Sistem penanggulangan wabah agar tidak meluas ke daerah lain telah dicontohkan Nabi Saw. dan Umar Bin Khattab ra. Sejak awal khalifah mengetahui adanya wabah, beliau dengan sigap memberlakukan karantina wilayah/lockdown. Beliau Saw. bersabda, “Jika kalian mendengar wabah terjadi di suatu wilayah, janganlah kalian memasuki wilayah itu. Sebaliknya, jika wabah itu terjadi di tempat kalian tinggal, janganlah kalian meninggalkan tempat itu”. (HR al-Bukhari)
Aturan Islam tidak hanya menjamin kemaslahatan dan kesejahteraan umat, namun menjaga kehormatan setiap muslim. Dalam hal wabah pemerintahan Islam tidak akan sekadar bersandar pada hitung-hitungan angka atau grafik jumlah korban wabah. Islam sangat memuliakan nyawa manusia. Dari al-Barra’ bin Azib ra., Nabi SAW. bersabda, “Hilangnya dunia, lebih ringan bagi Allah dibandingnya terbunuhnya seorang mukmin tanpa hak.” (HR. Nasai & Tirmidzi).

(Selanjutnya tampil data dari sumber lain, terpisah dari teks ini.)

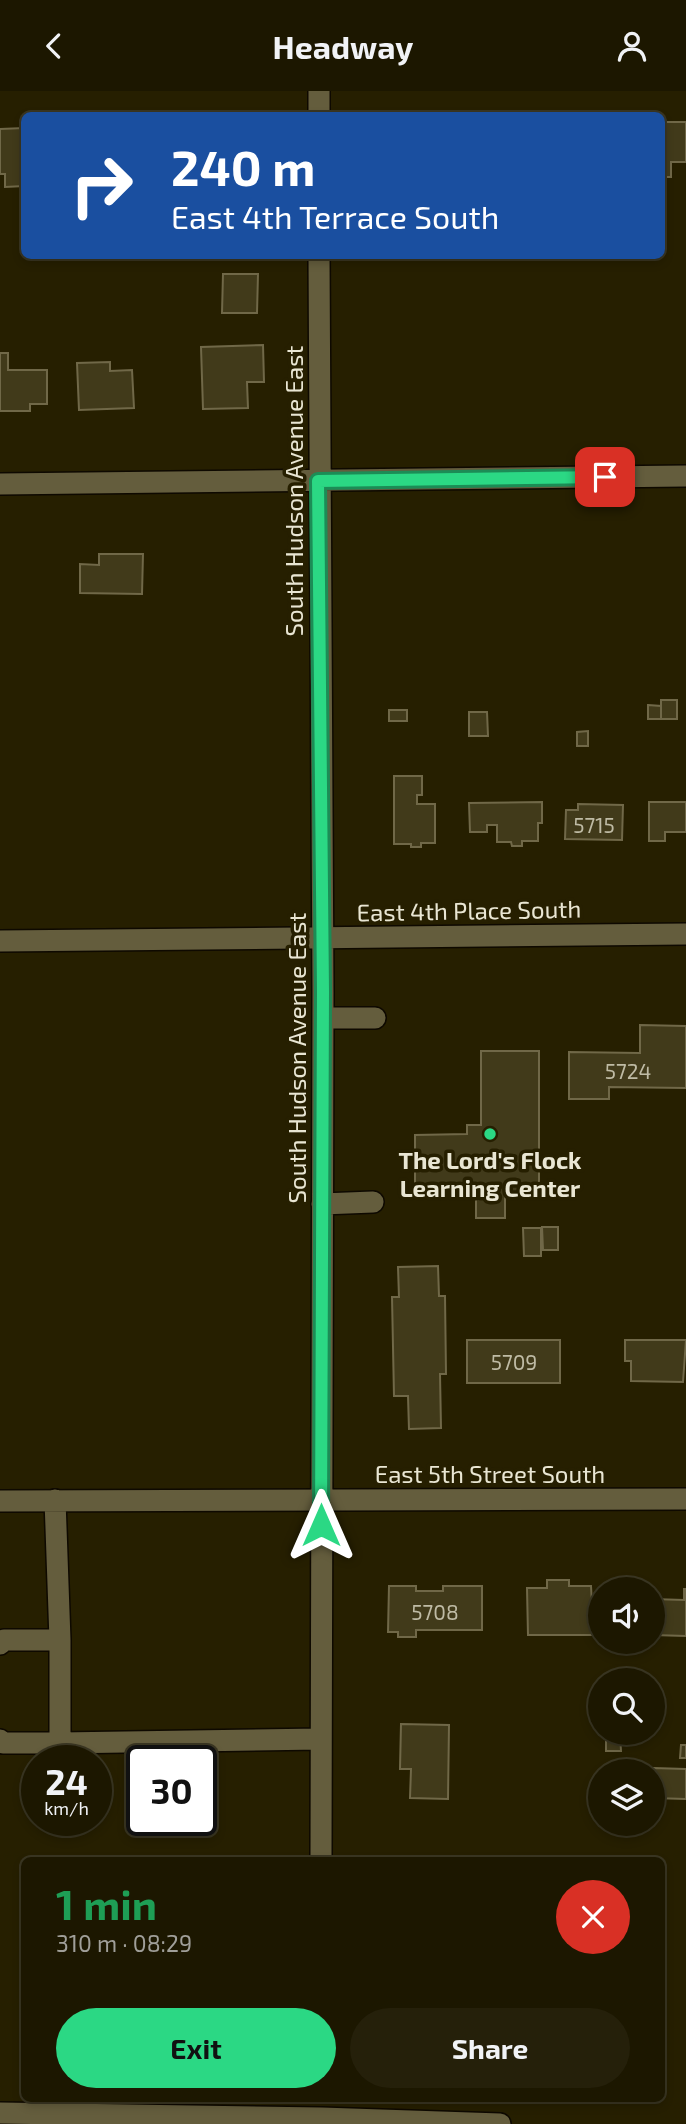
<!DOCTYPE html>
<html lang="en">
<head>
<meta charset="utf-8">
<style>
	body { margin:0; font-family:"Exo 2",sans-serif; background:#25200a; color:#f1f3f6; height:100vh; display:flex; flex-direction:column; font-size:26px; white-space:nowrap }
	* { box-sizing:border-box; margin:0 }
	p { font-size:23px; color:#a09f99 }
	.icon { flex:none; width:38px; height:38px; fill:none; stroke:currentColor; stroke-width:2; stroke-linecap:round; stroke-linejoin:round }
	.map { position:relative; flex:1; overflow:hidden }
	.details { position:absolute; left:21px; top:1766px; width:644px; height:245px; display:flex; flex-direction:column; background:#1c1700; border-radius:10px; box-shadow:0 4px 10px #0003,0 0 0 2px #3a3622 }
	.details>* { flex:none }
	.banner { position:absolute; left:21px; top:21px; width:644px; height:147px; border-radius:10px; box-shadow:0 4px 10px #0003,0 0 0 2px #3a3622; background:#1a4fa0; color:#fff; overflow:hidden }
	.fabs { position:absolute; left:588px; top:1486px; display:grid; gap:14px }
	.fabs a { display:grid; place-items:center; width:77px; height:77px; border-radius:50%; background:#1c1700; box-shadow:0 4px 10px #0003,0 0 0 2px #3a3622; font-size:35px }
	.speed { position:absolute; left:21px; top:1654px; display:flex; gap:14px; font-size:35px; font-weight:700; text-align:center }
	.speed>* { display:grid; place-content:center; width:91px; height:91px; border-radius:50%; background:#1c1700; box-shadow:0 4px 10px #0003,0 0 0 2px #3a3622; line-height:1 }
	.speed small { font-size:18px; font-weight:400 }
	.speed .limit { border:4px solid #111; border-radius:10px; background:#fff; color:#111 }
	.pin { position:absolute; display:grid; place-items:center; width:60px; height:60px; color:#fff; margin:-30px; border-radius:14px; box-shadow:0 4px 10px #0006 }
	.me { position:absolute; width:77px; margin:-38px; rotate:0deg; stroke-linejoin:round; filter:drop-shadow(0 0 5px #0008) }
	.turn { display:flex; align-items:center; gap:24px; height:147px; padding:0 35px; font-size:32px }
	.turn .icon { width:91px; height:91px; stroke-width:2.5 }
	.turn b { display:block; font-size:49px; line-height:60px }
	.round { display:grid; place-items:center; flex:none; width:74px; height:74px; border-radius:37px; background:#25200a }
	.summary { display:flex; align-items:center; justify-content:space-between; height:119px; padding:0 35px }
	h1 { font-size:42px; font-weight:700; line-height:52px; color:#1e9e55 }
	.cta { display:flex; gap:14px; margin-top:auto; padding:14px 35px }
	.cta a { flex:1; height:80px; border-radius:42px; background:#2bd884; color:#111; font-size:28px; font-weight:700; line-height:80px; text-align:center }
	.cta a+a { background:#25200a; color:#f1f3f6 }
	header { display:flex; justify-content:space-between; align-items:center; height:91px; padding:0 35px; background:#1c1700; font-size:32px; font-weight:700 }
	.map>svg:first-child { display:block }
</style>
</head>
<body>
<header><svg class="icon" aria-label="back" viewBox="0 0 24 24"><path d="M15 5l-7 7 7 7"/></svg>Headway<svg class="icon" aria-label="person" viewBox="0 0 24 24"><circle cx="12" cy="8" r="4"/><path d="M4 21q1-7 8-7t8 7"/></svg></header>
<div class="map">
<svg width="686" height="2033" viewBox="0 0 686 2033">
	<rect width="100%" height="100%" fill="#261f00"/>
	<path fill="#413a1a" stroke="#706848" stroke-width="2" d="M666,31H686V71H671V86H662V47H666Z
		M24,37V95L5,96V83H0V38Z
		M223,183H258L257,222H222Z
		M263,254L264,291H247L248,317L203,318L201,256Z
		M0,262H8V279H47V313H30V320H0Z
		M110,271V280L132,279L134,317L79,319L77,272Z
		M99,463H143L142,503L80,502V473L99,474Z
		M661,609H677V628H661Z
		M648,614L661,615V628H648Z
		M389,619H407V630H389Z
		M469,621H487L488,645H469Z
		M588,640V655H577V641Z
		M394,685H422V704H417V713H435V752H421V756H411V753H394Z
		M542,711V732H538V750H522V755H512L511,751H497V734H487V741H470L469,712Z
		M649,711H686V741H665V750H649Z
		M578,713L623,714L622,749L565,748L566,719H578Z
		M640,934L686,935V997L609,996V1008H569V961L640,962Z
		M481,960H539V1104H505V1127H476V1105H415V1044L467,1043V1034H481Z
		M542,1136H558V1159H543Z
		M523,1137H541V1165H524Z
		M438,1175L439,1205H445L446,1283H440L441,1337L409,1338L408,1305H394L392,1206H399L398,1176Z
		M467,1249H560V1292H467Z
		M625,1249H686L683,1291L631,1290V1270H625Z
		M547,1489H569V1495H591L592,1514H600V1544H528L527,1497H547Z
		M389,1495H416V1500H443V1495H482V1539H416V1546H398V1541H388Z
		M684,1498H686V1545L653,1544V1508L684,1509Z
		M401,1633L449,1634L448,1708L410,1707L411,1678H400Z
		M620,1642L621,1660H606V1643Z
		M681,1654H686V1667H680Z
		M653,1677L686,1678V1708L653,1707Z"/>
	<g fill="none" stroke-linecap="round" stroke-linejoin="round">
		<g stroke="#0e0900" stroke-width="24">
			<path id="minor" d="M319,24V0
				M319,164L323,901L321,1769
				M0,393L686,385
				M0,850L686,843
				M323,927H375
				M322,1113L373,1111
				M55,1409L60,1549V1652L320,1648
				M0,1410L686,1408
				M0,1553L4,1549H60
				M0,1649L3,1652H60
				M0,2022L322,2027L500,2033"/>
		</g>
		<use href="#minor" stroke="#645d3d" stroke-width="21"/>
	</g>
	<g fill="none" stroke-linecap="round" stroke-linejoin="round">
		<g stroke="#1c8c56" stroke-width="18">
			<path id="route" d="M321,1434L323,901L318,390L605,386"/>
		</g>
		<use href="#route" stroke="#2bd884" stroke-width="12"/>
	</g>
	<circle fill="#2bd884" stroke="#261f00" stroke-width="2.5" cx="490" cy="1043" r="7"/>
	<g text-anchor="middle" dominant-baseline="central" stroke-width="7" stroke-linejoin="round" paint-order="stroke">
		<g font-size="21" fill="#bfbba5">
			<text x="594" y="733">5715</text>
			<text x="628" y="979">5724</text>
			<text x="514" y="1270">5709</text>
			<text x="435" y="1520">5708</text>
		</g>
		<g font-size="24" fill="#e9e6d3" stroke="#261f00">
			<text transform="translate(293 400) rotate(-90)">South Hudson Avenue East</text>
			<text transform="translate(469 819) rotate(-1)">East 4th Place South</text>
			<text transform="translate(296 967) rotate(-90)">South Hudson Avenue East</text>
			<text x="490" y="1382">East 5th Street South</text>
		</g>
		<g font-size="24" font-weight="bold" fill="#e9e6d3" stroke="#261f00">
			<text x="490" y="1068">The Lord's Flock<tspan x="490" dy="28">Learning Center</tspan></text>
		</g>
	</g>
</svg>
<div class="fabs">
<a><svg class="icon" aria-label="sound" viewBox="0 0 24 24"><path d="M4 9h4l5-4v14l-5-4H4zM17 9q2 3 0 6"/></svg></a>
<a><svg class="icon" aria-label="search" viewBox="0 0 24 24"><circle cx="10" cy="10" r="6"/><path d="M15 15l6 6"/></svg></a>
<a><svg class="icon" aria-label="layers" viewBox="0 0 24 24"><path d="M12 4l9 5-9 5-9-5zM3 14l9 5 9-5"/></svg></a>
</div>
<div class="speed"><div>24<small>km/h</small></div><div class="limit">30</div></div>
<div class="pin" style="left:605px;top:386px;background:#d93025"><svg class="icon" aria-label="arrive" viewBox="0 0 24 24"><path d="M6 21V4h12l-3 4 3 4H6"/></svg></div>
<svg class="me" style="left:321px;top:1434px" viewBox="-20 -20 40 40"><path d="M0-17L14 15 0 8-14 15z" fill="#2bd884" stroke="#fff" stroke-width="4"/></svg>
<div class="banner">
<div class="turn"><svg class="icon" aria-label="right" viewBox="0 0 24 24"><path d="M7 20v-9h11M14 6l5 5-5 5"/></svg><div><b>240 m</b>East 4th Terrace South</div></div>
</div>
<section class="details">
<div class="summary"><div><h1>1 min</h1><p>310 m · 08:29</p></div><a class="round" style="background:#d93025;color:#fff"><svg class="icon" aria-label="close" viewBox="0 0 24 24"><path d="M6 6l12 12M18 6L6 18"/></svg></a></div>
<div class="cta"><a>Exit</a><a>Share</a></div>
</section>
</div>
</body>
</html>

Mandegnya laju perekonomian tidak dijadikan alasan untuk melonggarkan masa karantina. Islam memiliki pondasi kedaulatan dan ekonomi yang mapan. Islam memiliki perencanaan, dukungan segenap jajaran pemerintahan yang bersinergi, bahkan alokasi anggaran yang memadai dan perhitungan yang matang. Hanya negara di sistem Islam yang memiliki Baitul Maal. Keberadaan Baitul Maal akan dioptimalkan untuk pembiayaan dan menjamin kebutuhan rakyat selama masa karantina hingga wabah bisa diatasi.
Sistem pemerintahan Islam tidak memikirkan untung-rugi dalam mengambil keputusan karena keselamatan rakyat sangat diutamakan. Sehingga kebijakan yang diambil fokus terhadap penanganan wabah. Namun sejatinya, pemimpin yang amanah, penuh empati dan berintegritas hanya dilahirkan dari sistem sempurna yang datang dari Allah Swt. Rasulullah Saw. bersabda: “Imam (pemimpin) itu pengurus rakyat dan akan dimintai pertanggungjawaban atas rakyat yang dia urus”. (HR. Bukhari dan Ahmad). Wallahu a’lam.